A escolha é minha sim, rotineira e persistente, em pensar, sentir e agir, na mesma direção, como bem diz uma grande amiga do mar. Porém o resultado, ah, é enlouquecedor e ansiolítico demais pensar que a vida cabe toda num planejamento ponto a ponto. E de loucura e ansiedade já tive minha cota antes de renascer. Não se passam 21 dias envolvida em rituais profundos e verdadeiramente mágicos pra voltar sem feridas fechadas, apesar daquilo que nos é aberto e ofertado, com a pele pronta para receber o que vem de novo por aqui.

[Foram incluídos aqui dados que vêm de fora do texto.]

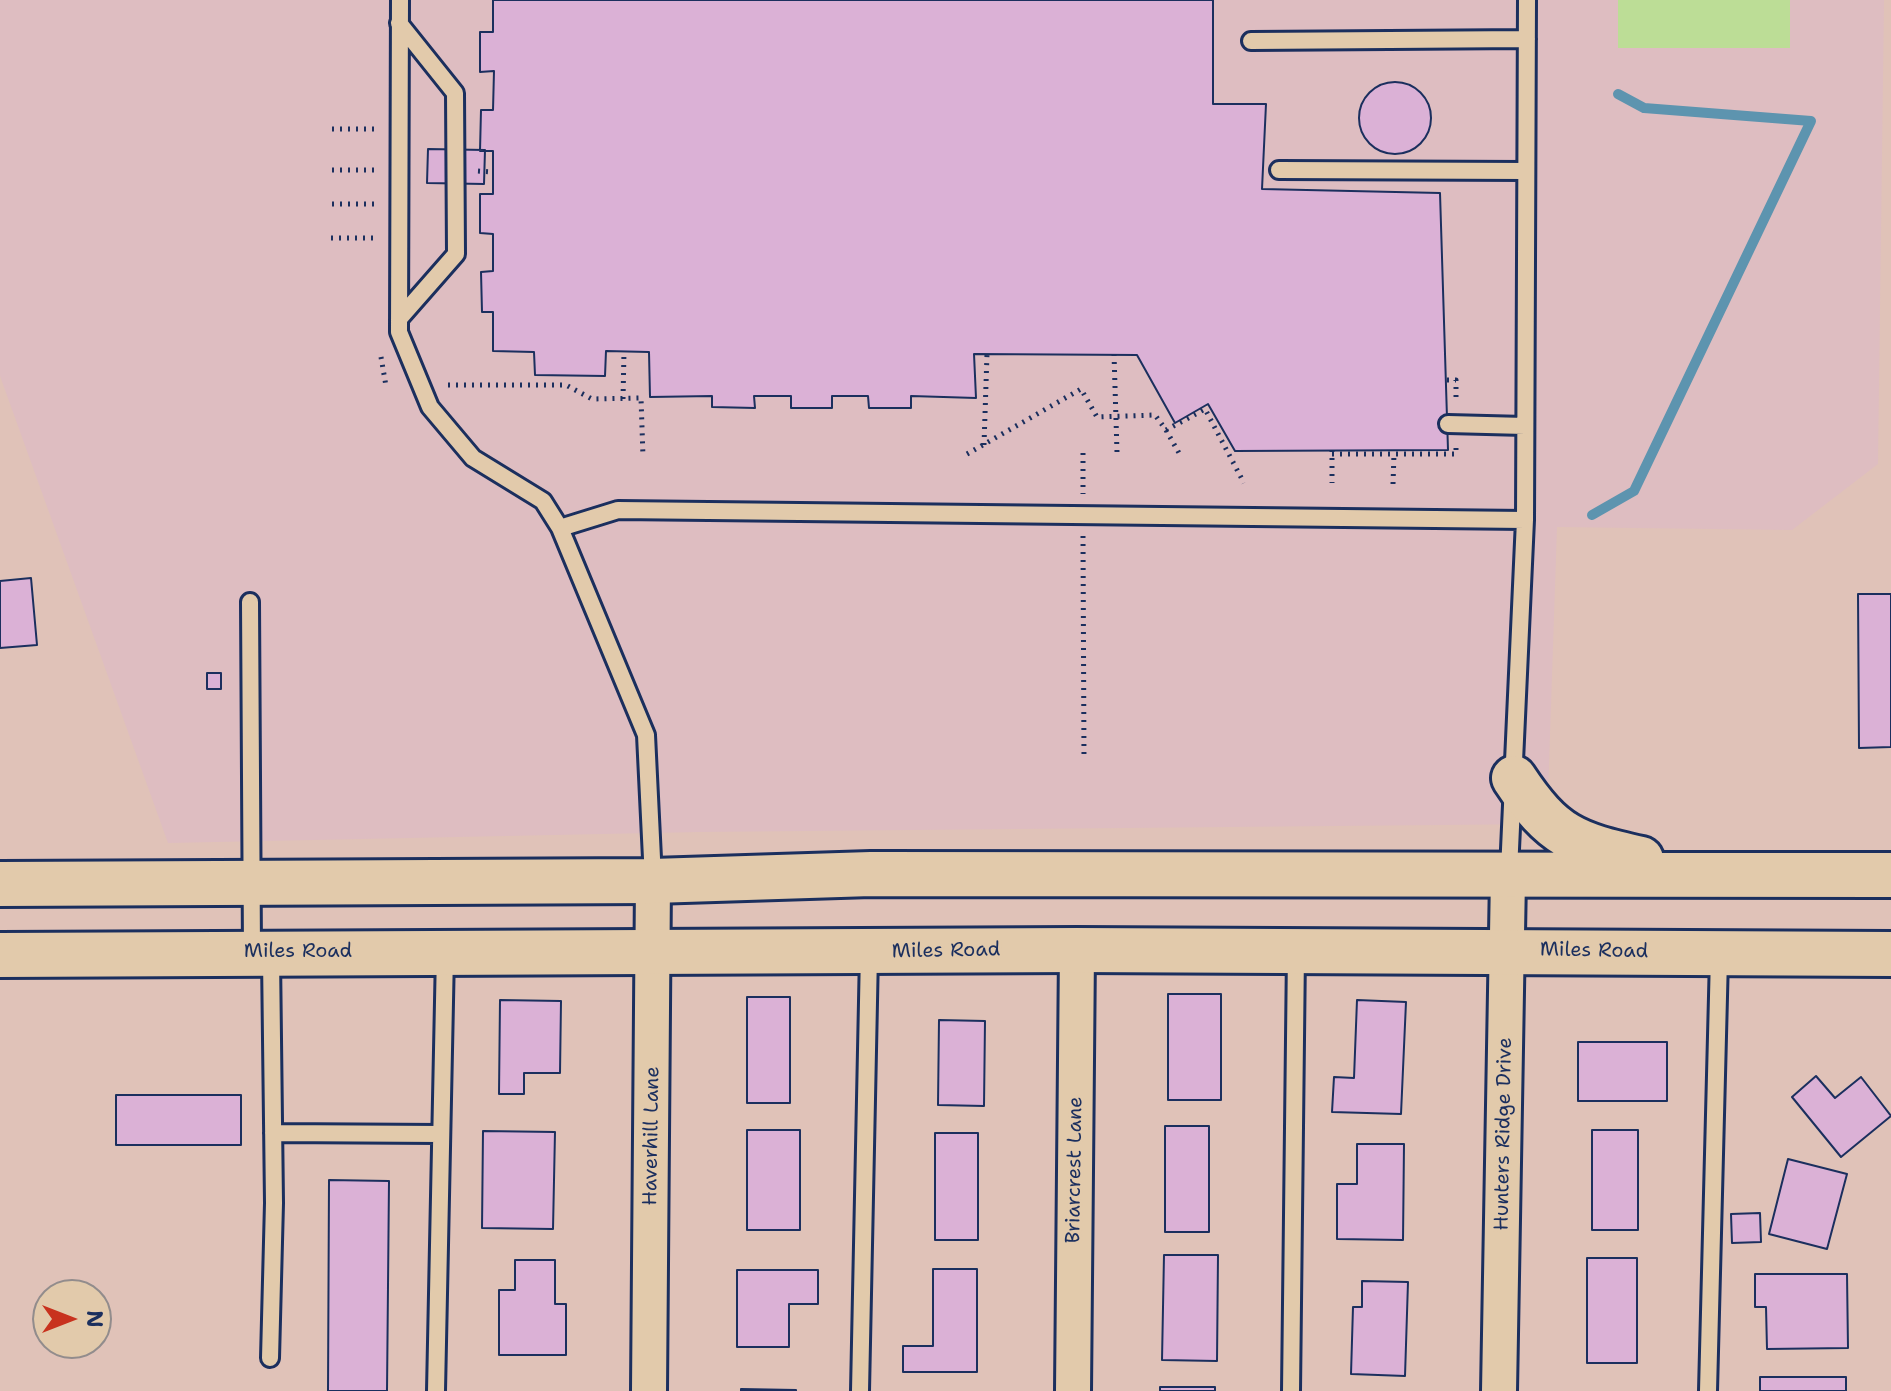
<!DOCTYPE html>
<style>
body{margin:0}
#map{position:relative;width:1891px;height:1391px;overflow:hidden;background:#e0c2b8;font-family:"Shantell Sans",sans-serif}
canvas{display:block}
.north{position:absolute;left:32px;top:1279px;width:80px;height:80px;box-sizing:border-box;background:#e2caab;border:2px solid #928c8c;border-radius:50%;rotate:90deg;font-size:22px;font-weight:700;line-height:32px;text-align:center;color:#1b2f5e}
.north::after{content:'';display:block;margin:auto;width:28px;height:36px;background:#c8321e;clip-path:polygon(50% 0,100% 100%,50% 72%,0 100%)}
</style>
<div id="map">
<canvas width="1891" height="1391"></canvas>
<div class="north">N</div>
</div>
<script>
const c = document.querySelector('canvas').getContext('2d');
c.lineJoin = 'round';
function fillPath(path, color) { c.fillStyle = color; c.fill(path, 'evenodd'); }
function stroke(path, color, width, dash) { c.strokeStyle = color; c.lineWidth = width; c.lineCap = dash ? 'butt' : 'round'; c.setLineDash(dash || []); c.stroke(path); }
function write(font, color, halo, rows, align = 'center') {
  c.font = font + ' "Shantell Sans",sans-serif'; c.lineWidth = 6; c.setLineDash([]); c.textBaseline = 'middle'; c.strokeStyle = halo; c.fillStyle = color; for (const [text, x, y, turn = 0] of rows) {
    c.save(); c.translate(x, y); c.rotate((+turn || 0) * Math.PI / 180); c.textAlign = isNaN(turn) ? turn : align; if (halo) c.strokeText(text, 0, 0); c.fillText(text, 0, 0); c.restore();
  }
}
const built = new Path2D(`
 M0,0H1884L1878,464L1792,530L1557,527L1547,824L699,832L168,843L0,376Z`);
const green = new Path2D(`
 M1618,0H1790V48H1618Z`);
const stream = new Path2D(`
 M1592,515L1634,491L1811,121L1644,108L1618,94`);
const building = new Path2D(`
 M493,0H1213V104H1266L1262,189L1440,193L1448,450L1235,451L1208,404L1175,423L1137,355L974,354L976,398L911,396V408H869L868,396H832V408H791V396H754L755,408L712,407V396L650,397L649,352L606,351L605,376L535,375L534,352L493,351V312H482L481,272L493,271V234L480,233V194H493V151H480L481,110H493L494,71L480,72V32H493Z
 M1359 118a36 36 0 1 1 72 0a36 36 0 1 1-72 0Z
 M428,149L485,150L484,184L427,183Z
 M31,578L37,645L0,648V581Z
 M1858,594H1891V747L1859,748Z
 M207,673H221V689H207Z
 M1168,994H1221V1100H1168Z
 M747,997H790V1103H747Z
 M500,1000L561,1001L560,1073H524V1094H499Z
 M1357,1000L1406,1002L1401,1114L1332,1112L1334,1077L1354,1078Z
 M939,1020L985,1021L984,1106L938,1105Z
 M1578,1042H1667V1101H1578Z
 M1816,1076L1835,1098L1861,1077L1891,1116L1841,1157L1792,1097Z
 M116,1095H241V1145H116Z
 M1165,1126H1209V1232H1165Z
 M747,1130H800V1230H747Z
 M1592,1130H1638V1230H1592Z
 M483,1131L555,1132L553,1229L482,1228Z
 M935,1133H978V1240H935Z
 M1357,1144H1404L1403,1240L1337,1239V1184H1357Z
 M1788,1159L1847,1174L1827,1249L1769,1234Z
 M329,1180L389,1181L387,1391H328Z
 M1760,1213L1761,1242L1732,1243L1731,1214Z
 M1164,1255H1218L1217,1361L1162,1360Z
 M1587,1258H1637V1363H1587Z
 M515,1260H555V1304H566V1355H499V1290H515Z
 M933,1269H977V1372H903V1346H933Z
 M737,1270H818V1304H789V1347H737Z
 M1755,1274H1847L1848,1348L1767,1349L1766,1307H1755Z
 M1362,1281L1408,1282L1405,1376L1351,1374L1353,1307H1362Z
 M1760,1377H1846V1391H1760Z
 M1160,1387H1215V1391H1160Z
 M741,1389L796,1390V1391H741Z`);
const path = new Path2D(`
 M332,129H377
 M332,170H374
 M478,171L493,172
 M332,204H377
 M331,238H377
 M1114,354L1117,452
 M381,357L386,386
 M1447,380H1456V402
 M448,385H566L592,399L641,398L643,457
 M623,399L624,352
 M1166,430L1179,453
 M984,445L987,354
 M1332,450V483
 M1083,453V494
 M967,454L1081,389L1097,417L1155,415L1166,430L1205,409L1244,483
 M1332,454H1456V448
 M1393,484L1394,454
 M1083,536L1084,759`);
const lane = new Path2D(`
 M400,0L399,332L430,407L473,458L543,501L560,528L646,735L653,879
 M399,23L455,93L456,254L399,319
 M1251,41L1527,39
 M1279,170L1526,171
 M1448,424L1525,426
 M560,528L618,510L1525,520
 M250,602L252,951
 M1509,871L1525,520L1527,0
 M273,1133L441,1134
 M270,1358L274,1203L271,957
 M436,1391L445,953
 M860,1391L869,953
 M1291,1391L1296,951
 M1708,1391L1719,957`);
const street = new Path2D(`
 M649,1391L653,881
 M1073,1391L1077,950
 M1499,1391L1508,877`);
const secondary = new Path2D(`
 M1514,778C1553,837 1574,844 1641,859
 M0,884L653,881L871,874L1891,875
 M0,955L1077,950L1891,954`);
const streetNames = [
 ["Miles Road",946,951,-1],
 ["Miles Road",1594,951,1],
 ["Miles Road",298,952],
 ["Hunters Ridge Drive",1504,1134,-89],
 ["Haverhill Lane",652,1136,-89],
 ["Briarcrest Lane",1075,1170,-89]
];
fillPath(built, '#debdc1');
fillPath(green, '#bcdd96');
stroke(stream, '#5d94af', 10);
fillPath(building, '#dbb1d6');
stroke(building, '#1b2f5e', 2);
stroke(lane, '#1b2f5e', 22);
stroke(street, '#1b2f5e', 40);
stroke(secondary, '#1b2f5e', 50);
stroke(path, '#1b2f5e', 5, [2, 6]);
stroke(lane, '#e2caab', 16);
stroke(street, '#e2caab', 34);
stroke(secondary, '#e2caab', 44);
write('20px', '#1b2f5e', '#e2caab', streetNames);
</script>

Ainda não me olhei no espelho, o que acontece apenas em Outubro, mas afirmo que não me reconheço em diversas fotografias. Quer dizer, me reconheço em mim como nunca, e sei que não estava ali, nem mesmo em retrospecto com olhar de “estava fazendo o melhor que pude”. Em alguns momentos eu simplesmente não estava ali, e existe um enorme compromisso para que isso nunca mais aconteça. Eu vou deixar de me equivocar, de errar porque agora tenho orixá? Não. Mas não vai ser por ser alguém que eu não sou. Se você já passou por processo parecido, sabe o quanto isso emociona. Dá vontade de se dar um abraço. Ah, que deliciosa é a força de quem se perdeu de si mesma e se estruturou em si de novo, como nunca ou vem, pelo menos, experimentando o gosto que tem ser senhora do próprio desejo (e, em igual proporção, da frustração).  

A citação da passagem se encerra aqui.